Suspensions and closures are done on an area by area basis. Please contact your local forestry, borough or federal agency offices for specific information.

A burn suspension prohibiting open debris burning does remain in place; however, in some areas the closure has been rescinded. Check with your local Division of Forestry office for burn suspensions or http://www.forestry.alaska.gov/burn/

Fire Works Suspension update: The State Fire Marshal’s Office recommends you check with your local jurisdiction regarding the use of fireworks. Fireworks can pose an extreme fire danger and also have a tendency to cause physical injuries. Children should never be allowed to play with fireworks and in general, should be taught fire safety. Together we can make Alaska a safe state.

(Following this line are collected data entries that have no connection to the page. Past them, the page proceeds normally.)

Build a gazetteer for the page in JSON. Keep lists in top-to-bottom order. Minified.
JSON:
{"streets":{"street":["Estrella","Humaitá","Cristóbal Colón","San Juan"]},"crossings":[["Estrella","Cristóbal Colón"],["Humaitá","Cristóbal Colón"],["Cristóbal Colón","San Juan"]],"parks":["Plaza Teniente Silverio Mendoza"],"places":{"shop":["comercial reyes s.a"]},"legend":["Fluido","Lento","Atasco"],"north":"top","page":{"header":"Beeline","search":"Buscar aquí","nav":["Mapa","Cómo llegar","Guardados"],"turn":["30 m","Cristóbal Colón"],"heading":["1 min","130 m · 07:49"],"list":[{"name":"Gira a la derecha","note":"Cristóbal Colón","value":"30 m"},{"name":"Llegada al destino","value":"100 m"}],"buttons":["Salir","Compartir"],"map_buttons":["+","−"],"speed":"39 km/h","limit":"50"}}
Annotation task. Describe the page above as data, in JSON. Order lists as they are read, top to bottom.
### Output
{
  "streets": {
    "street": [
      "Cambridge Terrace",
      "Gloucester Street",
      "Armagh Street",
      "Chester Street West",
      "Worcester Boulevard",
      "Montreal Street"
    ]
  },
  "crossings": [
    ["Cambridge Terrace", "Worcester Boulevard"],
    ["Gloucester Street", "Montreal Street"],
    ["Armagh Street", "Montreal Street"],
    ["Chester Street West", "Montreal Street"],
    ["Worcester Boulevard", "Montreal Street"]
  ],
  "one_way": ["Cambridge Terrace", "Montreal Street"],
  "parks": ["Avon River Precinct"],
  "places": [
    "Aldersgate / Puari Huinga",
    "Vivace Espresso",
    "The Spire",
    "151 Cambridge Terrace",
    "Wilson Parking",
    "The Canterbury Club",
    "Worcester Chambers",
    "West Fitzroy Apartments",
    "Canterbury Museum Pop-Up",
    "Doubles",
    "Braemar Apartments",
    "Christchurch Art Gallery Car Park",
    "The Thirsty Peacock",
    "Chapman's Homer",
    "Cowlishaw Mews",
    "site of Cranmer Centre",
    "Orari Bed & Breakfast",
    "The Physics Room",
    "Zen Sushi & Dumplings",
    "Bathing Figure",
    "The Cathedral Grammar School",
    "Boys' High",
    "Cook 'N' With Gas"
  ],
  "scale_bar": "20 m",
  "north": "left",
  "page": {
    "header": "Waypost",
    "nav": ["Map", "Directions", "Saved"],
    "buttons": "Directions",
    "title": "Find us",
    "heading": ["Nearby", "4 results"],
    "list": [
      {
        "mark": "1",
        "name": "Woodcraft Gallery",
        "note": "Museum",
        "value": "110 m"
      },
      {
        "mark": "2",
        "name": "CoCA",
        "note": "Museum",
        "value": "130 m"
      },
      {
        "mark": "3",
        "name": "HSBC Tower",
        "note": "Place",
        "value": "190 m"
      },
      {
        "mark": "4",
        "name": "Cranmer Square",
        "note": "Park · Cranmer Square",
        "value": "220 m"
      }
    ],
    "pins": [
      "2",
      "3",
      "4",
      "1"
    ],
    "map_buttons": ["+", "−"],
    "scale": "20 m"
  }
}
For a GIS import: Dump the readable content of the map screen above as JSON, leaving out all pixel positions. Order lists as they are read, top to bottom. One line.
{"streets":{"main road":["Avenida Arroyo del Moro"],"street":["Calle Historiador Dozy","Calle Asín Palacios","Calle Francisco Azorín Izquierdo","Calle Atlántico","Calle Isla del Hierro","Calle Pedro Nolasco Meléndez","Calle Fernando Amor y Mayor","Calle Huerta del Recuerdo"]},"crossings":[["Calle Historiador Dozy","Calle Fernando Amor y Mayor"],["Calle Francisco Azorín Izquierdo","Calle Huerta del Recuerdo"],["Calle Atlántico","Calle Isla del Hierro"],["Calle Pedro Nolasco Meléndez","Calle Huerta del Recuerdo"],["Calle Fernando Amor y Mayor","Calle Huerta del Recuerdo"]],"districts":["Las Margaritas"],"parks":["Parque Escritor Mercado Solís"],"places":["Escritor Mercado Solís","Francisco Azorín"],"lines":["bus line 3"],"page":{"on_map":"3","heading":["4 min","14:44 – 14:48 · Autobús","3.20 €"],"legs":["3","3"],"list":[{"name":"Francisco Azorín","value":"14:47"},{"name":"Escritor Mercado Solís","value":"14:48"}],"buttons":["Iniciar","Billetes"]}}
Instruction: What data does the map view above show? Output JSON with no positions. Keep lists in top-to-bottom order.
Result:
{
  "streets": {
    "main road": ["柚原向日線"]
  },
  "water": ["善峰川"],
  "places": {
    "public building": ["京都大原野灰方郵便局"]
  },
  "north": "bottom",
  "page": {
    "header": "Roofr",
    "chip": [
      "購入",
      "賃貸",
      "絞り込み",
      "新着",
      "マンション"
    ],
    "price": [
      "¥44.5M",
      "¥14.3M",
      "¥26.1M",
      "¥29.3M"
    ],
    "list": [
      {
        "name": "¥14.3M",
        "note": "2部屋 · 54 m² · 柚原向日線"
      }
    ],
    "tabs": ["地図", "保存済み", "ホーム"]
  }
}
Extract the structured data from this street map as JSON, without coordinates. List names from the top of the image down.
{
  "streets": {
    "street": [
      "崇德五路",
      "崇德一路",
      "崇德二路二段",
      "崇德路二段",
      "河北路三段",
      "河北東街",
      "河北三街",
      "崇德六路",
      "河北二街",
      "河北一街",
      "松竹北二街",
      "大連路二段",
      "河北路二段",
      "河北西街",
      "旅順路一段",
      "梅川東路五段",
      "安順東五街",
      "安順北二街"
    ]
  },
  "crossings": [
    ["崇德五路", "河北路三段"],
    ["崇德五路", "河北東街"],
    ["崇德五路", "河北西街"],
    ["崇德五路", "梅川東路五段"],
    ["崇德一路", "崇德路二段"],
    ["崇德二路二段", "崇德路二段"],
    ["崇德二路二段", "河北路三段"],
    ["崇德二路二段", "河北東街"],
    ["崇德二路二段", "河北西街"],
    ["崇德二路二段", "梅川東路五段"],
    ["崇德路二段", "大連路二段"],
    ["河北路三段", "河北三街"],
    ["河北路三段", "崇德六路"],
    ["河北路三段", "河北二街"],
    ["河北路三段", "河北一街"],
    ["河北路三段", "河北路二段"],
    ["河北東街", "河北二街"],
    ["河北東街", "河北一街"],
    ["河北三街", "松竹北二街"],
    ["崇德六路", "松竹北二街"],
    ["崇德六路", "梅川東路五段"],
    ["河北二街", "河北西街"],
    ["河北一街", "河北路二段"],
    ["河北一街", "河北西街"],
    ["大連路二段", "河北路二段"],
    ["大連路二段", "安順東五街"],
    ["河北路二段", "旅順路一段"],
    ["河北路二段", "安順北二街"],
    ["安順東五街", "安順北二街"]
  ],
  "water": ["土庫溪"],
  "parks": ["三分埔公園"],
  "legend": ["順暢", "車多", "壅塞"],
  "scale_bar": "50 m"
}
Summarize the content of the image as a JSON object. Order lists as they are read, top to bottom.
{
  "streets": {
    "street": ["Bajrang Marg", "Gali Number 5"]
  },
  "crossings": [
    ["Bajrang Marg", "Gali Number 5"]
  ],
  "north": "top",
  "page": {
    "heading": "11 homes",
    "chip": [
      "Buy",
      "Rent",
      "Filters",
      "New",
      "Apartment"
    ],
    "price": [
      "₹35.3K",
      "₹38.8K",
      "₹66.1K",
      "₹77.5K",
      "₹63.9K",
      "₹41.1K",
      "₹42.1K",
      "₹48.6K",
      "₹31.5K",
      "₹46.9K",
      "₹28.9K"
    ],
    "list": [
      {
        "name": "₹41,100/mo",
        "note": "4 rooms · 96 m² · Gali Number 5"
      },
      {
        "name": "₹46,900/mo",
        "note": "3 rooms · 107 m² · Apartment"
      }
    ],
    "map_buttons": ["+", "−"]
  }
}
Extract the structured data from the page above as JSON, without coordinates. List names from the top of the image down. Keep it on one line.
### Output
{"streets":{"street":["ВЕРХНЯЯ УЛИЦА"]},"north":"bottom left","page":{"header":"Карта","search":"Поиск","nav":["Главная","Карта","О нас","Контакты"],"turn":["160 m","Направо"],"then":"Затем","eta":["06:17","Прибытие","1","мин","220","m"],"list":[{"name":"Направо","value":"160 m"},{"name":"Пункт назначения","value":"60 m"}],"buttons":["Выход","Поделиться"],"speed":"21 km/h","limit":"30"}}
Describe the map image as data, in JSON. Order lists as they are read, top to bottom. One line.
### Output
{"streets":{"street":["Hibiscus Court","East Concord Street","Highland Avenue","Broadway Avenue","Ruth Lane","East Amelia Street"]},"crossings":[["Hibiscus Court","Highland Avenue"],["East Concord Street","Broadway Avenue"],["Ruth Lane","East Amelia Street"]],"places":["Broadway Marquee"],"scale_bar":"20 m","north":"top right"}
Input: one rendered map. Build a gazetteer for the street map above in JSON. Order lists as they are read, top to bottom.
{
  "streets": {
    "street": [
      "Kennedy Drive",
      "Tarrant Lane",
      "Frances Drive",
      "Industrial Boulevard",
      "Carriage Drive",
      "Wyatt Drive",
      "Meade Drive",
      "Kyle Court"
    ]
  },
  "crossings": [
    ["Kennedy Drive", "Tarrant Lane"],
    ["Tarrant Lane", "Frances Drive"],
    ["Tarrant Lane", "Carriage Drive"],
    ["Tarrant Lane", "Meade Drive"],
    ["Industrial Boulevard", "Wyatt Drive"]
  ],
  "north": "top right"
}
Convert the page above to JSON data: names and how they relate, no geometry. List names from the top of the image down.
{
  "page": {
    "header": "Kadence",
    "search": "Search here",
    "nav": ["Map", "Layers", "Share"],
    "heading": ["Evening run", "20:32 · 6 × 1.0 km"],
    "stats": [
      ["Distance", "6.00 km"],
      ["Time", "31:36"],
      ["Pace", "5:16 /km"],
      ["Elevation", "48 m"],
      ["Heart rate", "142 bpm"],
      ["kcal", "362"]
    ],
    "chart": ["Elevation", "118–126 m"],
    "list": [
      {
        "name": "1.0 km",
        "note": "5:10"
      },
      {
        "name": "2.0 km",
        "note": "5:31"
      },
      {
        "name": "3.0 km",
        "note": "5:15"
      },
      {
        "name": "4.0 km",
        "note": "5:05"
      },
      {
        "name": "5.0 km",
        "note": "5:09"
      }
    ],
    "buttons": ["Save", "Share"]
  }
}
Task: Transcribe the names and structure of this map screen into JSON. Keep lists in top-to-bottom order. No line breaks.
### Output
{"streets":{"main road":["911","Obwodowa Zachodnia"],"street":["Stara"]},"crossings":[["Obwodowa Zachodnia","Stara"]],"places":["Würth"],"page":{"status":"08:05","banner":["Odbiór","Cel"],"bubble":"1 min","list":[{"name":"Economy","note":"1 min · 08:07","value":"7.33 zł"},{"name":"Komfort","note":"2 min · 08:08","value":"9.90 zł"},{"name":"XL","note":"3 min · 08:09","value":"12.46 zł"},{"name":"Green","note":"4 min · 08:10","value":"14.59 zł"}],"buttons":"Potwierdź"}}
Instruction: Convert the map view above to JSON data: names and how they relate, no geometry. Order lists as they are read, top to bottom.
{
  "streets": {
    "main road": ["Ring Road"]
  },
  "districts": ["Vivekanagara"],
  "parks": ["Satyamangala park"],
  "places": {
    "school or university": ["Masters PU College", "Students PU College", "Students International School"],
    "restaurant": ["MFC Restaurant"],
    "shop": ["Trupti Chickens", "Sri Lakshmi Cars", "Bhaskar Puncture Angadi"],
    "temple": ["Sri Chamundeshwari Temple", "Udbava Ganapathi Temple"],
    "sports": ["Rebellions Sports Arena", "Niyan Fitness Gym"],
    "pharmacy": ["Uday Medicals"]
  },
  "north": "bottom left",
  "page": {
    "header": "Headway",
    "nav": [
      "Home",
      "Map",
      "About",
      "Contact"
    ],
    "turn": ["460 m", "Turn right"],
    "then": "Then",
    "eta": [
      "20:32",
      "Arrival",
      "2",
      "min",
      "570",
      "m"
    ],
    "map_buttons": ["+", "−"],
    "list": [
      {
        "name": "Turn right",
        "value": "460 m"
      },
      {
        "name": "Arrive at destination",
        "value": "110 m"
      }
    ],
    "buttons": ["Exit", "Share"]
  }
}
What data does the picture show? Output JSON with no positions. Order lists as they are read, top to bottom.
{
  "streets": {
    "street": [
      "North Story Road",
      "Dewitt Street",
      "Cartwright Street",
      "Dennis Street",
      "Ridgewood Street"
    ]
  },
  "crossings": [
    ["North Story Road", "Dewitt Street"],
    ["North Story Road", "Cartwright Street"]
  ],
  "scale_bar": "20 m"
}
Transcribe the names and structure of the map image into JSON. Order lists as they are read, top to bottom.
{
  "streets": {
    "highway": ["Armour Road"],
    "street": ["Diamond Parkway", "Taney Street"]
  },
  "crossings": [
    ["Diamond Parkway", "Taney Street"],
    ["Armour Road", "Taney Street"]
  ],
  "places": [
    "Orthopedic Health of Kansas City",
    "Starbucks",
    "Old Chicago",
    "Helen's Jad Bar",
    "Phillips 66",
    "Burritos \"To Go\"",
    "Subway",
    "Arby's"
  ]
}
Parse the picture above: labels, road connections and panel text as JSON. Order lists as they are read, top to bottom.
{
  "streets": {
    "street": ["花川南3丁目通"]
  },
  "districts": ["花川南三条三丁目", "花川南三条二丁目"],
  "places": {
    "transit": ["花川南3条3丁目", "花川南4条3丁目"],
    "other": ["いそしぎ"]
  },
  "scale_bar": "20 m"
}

Alaska Wildland Fire Protection Statutes and Regulations Booklet, Section 41.15.070 — Disposal of Burning Materials states: A person who, during the fire season (April 1st- August 31st), throws away lighted tobacco, cigar, cigarette, match, firecracker, or other burning materials on forested land, whether public or private, is guilty of a misdemeanor. Please be responsible with the use of all outdoor fires. You can be held responsible for the cost of suppression efforts for starting a wildland fire.

Municipalities/Boroughs:

In the Fairbanks North Star Borough, campfires and charcoal grills and approved burn barrels are now allowed. Wood cutting activities are now permitted on borough lands. Open burning of debris piles and lawns is suspended per Alaska DNR- Division of Forestry (DOF) Fairbanks Office until further notice. The sale, storing, transportation, or use of Fireworks is banned in the City of Fairbanks. The use or explosion of fireworks is still banned in the Fairbanks North Star Borough until further notice. For further information contact: Lanien Livingston, FNSB Public Information Officer: Facebook: http://www.facebook.com/fnsbgov; Website: http://www.fnsb.us; Email: LLivingston@fnsb.us.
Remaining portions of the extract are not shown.